INSTITUT ÉCONOMIQUE DE MONTRÉAL

Groupes de réflexion, transparence et indépendance

Quand un syndicat québécois a voulu montrer que l’économie se portait mieux dans les pays où la présence syndicale est forte, il a tout naturellement fait appel à l’Institut de recherche et d’informations socioéconomiques (IRIS) pour mener l’enquête. Mais le think tank progressiste n’a pas réussi à confirmer l’hypothèse de son client. Et l’étude n’a jamais été publiée.

À gauche, il semble que la transparence se paie au prix d’une certaine indépendance.

L’IRIS publie le nom des organismes qui financent ses recherches, mais ces derniers ont droit de regard sur les études commandées, et peuvent aller – dans de rares cas – jusqu’à en bloquer la publication s’ils sont insatisfaits des résultats.

Contrairement à l’Institut économique de Montréal (IEDM), l’IRIS a fourni sur demande une liste de ses principaux donateurs à La Presse. Il s’agit de syndicats, de groupes communautaires et d’associations étudiantes. Le tiers de son budget de 507 000 $ provient de contrats de recherche ; lorsque c’est le cas, l’IRIS publie le nom des organisations qui ont financé les études.

Au-delà de cette transparence, toutefois, l’IRIS ne s’est pas doté de la « muraille de Chine » que l’IEDM dit avoir construite pour éviter de subir l’influence de ses donateurs. Ainsi, l’IRIS soumet ses études à l’avance à ses clients afin d’obtenir leurs commentaires et, au besoin, procéder à des modifications avant de les publier.

« Recevoir les commentaires du client ne nous oblige en rien à les intégrer, et nous restons entièrement responsables des conclusions. »

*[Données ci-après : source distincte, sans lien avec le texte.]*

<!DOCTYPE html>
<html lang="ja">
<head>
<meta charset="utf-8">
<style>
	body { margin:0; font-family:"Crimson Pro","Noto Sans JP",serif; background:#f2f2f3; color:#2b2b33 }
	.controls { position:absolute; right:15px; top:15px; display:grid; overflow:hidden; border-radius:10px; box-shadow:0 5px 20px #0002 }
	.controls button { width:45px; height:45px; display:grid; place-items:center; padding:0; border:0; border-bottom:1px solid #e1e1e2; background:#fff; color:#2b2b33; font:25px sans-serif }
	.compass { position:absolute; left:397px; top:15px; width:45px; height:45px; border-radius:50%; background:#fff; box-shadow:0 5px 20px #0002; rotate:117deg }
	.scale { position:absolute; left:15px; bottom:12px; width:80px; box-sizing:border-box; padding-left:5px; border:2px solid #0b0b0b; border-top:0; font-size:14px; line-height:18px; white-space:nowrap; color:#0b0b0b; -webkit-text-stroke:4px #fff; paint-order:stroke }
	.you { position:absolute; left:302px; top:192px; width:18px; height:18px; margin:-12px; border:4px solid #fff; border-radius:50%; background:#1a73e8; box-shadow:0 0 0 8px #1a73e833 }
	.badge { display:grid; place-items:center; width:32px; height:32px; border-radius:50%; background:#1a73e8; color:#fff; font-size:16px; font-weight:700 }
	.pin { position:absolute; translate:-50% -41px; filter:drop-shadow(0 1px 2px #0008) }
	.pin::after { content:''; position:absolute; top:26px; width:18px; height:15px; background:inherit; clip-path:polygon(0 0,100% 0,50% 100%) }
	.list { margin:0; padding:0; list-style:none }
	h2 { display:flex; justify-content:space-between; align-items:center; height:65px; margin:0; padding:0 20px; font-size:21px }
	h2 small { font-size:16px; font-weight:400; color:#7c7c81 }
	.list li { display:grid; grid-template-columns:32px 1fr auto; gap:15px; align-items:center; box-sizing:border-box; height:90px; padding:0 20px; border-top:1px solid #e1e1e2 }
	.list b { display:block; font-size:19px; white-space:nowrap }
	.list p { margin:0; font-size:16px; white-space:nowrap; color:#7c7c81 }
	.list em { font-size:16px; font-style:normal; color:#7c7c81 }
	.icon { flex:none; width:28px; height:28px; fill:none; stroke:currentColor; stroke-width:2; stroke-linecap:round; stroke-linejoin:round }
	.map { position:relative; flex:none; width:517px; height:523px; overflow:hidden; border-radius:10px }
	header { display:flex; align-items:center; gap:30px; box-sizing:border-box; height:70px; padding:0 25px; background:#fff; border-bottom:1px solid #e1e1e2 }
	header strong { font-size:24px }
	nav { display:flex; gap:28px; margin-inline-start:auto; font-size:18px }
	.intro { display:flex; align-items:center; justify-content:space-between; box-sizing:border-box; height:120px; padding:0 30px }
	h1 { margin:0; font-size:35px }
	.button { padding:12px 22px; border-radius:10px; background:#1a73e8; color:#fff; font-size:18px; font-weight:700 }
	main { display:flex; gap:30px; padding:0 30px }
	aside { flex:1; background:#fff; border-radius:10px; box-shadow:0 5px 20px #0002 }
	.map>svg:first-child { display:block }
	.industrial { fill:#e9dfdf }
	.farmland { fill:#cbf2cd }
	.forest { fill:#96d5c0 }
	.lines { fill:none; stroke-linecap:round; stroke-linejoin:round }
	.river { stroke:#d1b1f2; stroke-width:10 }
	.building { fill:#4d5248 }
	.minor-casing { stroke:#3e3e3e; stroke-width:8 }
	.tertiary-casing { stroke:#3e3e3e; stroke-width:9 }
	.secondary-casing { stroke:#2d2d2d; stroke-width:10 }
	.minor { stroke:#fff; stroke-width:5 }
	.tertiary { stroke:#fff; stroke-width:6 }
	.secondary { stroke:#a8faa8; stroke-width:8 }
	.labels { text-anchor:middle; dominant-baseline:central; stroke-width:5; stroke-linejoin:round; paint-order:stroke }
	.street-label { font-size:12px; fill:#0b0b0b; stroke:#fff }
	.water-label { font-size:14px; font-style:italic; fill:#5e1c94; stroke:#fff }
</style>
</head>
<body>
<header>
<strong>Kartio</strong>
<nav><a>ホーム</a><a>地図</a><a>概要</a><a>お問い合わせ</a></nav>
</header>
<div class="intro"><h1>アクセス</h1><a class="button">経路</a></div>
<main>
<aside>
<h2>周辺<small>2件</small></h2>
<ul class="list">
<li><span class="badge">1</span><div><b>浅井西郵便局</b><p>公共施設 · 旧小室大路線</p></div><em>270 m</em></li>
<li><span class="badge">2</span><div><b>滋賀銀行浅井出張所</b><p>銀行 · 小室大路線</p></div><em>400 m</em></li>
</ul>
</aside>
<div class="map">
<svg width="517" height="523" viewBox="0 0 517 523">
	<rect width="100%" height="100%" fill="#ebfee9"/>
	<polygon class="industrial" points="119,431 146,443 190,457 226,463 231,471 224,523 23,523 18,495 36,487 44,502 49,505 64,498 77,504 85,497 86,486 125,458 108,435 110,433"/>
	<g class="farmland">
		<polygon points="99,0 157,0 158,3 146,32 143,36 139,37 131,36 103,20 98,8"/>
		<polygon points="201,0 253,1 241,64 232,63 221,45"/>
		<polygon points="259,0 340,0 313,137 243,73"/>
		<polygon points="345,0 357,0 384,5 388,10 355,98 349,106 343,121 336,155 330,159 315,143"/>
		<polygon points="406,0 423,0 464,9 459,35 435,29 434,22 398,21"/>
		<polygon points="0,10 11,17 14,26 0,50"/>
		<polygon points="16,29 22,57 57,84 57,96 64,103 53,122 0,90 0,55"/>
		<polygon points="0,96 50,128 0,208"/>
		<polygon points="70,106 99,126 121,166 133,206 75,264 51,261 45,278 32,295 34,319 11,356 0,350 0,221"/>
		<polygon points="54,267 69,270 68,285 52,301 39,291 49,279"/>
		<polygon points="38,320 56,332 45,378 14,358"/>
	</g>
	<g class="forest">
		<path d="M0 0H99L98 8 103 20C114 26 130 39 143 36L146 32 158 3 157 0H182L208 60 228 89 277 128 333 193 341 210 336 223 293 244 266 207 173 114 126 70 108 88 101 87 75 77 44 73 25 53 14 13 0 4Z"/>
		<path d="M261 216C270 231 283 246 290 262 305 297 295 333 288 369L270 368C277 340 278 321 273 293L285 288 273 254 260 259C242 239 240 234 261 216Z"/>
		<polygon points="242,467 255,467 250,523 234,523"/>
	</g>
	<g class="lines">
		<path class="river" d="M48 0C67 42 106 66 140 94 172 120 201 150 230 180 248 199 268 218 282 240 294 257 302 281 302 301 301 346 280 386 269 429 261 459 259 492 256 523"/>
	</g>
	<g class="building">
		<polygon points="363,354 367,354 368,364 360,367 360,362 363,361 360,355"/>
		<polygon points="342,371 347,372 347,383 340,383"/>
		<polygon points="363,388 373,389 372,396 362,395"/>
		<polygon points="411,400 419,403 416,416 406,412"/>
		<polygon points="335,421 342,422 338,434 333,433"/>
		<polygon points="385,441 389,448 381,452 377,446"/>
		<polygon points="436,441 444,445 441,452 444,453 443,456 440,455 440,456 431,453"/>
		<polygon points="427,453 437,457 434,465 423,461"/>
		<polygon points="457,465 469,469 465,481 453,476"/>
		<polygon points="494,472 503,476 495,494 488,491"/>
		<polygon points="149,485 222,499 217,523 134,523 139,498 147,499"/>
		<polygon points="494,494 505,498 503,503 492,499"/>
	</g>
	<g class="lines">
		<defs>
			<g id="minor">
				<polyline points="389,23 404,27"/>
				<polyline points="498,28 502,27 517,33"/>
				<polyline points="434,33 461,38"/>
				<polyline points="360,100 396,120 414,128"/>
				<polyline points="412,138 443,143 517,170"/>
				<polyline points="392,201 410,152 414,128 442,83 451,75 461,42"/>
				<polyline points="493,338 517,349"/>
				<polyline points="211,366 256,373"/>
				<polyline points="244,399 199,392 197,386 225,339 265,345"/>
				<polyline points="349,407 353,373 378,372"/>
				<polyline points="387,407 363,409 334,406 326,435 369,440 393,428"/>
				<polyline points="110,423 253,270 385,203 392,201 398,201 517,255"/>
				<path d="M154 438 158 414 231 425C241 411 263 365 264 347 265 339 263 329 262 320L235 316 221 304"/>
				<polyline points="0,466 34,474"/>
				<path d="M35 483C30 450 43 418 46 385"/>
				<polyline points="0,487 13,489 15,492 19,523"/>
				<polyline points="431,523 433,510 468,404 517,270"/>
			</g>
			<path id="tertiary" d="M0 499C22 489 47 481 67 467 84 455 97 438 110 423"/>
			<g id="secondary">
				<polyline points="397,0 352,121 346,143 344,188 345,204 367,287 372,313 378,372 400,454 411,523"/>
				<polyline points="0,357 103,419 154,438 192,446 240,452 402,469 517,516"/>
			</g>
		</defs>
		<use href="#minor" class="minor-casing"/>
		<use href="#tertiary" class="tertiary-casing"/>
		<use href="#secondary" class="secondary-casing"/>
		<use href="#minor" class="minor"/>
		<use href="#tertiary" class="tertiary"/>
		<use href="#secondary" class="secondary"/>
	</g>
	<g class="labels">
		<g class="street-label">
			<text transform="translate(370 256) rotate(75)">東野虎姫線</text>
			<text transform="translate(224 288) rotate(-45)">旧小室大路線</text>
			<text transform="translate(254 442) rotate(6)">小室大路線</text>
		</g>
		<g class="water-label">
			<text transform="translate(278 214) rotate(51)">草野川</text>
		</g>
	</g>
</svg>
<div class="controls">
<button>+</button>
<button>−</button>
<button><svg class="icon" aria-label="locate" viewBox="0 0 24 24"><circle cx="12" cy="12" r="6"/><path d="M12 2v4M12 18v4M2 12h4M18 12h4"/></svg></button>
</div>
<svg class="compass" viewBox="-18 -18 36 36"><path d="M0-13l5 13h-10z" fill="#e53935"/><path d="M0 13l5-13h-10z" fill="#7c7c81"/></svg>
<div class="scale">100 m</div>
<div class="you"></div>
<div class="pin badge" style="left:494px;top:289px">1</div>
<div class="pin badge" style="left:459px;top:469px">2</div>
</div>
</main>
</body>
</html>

— Simon Tremblay-Pepin, chercheur à l’IRIS

À au moins quatre reprises depuis sa fondation, en 2000, l’IRIS a renoncé à publier une étude commandée par un client. « En général, on constate ensemble qu’on n’a pas quelque chose de très bon entre les mains et qu’on ne veut pas vraiment continuer, explique M. Tremblay-Pepin. On veut garder de bonnes relations avec nos clients, bien entendu, alors on essaie de terminer l’étude d’un commun accord. »

Dans le cas de l’étude sur l’effet de la présence syndicale sur l’économie, par exemple, les chercheurs de l’IRIS ont rapidement conclu qu’il s’agissait d’un indicateur trop spécifique, et que de nombreux autres facteurs jouaient sur la croissance d’un pays pour pouvoir faire une corrélation directe entre les deux phénomènes. Ils ont prévenu le syndicat qui avait commandé la recherche. Ce dernier a convenu qu’il valait mieux y mettre un terme.

Ce cas de figure ne risque pas de se produire à l’IEDM, affirme son président-directeur général, Michel Kelly-Gagnon. Les entreprises qui subventionnent les études n’ont accès aux résultats que 24 heures avant la publication, lorsqu’il n’est plus possible d’y apporter le moindre changement, assure-t-il.

Au fil des ans, l’institut a même perdu le soutien financier de cinq entreprises froissées par ses opinions ou par les résultats de ses recherches.

« L’IEDM est une organisation intègre et férocement indépendante. Chaque fois que le choix s’est posé entre du financement et notre liberté intellectuelle, nous avons choisi la liberté intellectuelle. »

— Michel Kelly-Gagnon

RARE TRANSPARENCE

L’IEDM justifie son refus de dévoiler l’identité de ses donateurs par le fait que cela permettrait à des « organismes semblables à l’IEDM de solliciter directement ses donateurs, ce qui n’est pas souhaitable ».

Aux États-Unis, de plus en plus de groupes de réflexion divulguent leurs listes de donateurs. C’est le cas de la Brookings Institution, considérée comme le meilleur think tank américain par le magazine Foreign Policy, mais aussi de l’Heritage Foundation et du Cato Institute, qui font tous deux la promotion du libre marché.

Au Canada, toutefois, les concurrents directs de l’IEDM – l’Institut Fraser, l’Atlantic Institute for Market Studies et l’Institut Macdonald Laurier – sont tout aussi discrets à ce chapitre, fait valoir M. Kelly-Gagnon.

Ailleurs, également, la transparence demeure l’exception. Selon une étude de l’organisme européen Transparify, publiée en 2015, plus des deux tiers des groupes de réflexion dans le monde ne divulguent pas d’où provient leur argent. Hans Gutbrod, directeur exécutif de Transparify, a toutefois prévenu que « les think tanks qui acceptent du financement derrière des portes closes minent la réputation du secteur en entier ».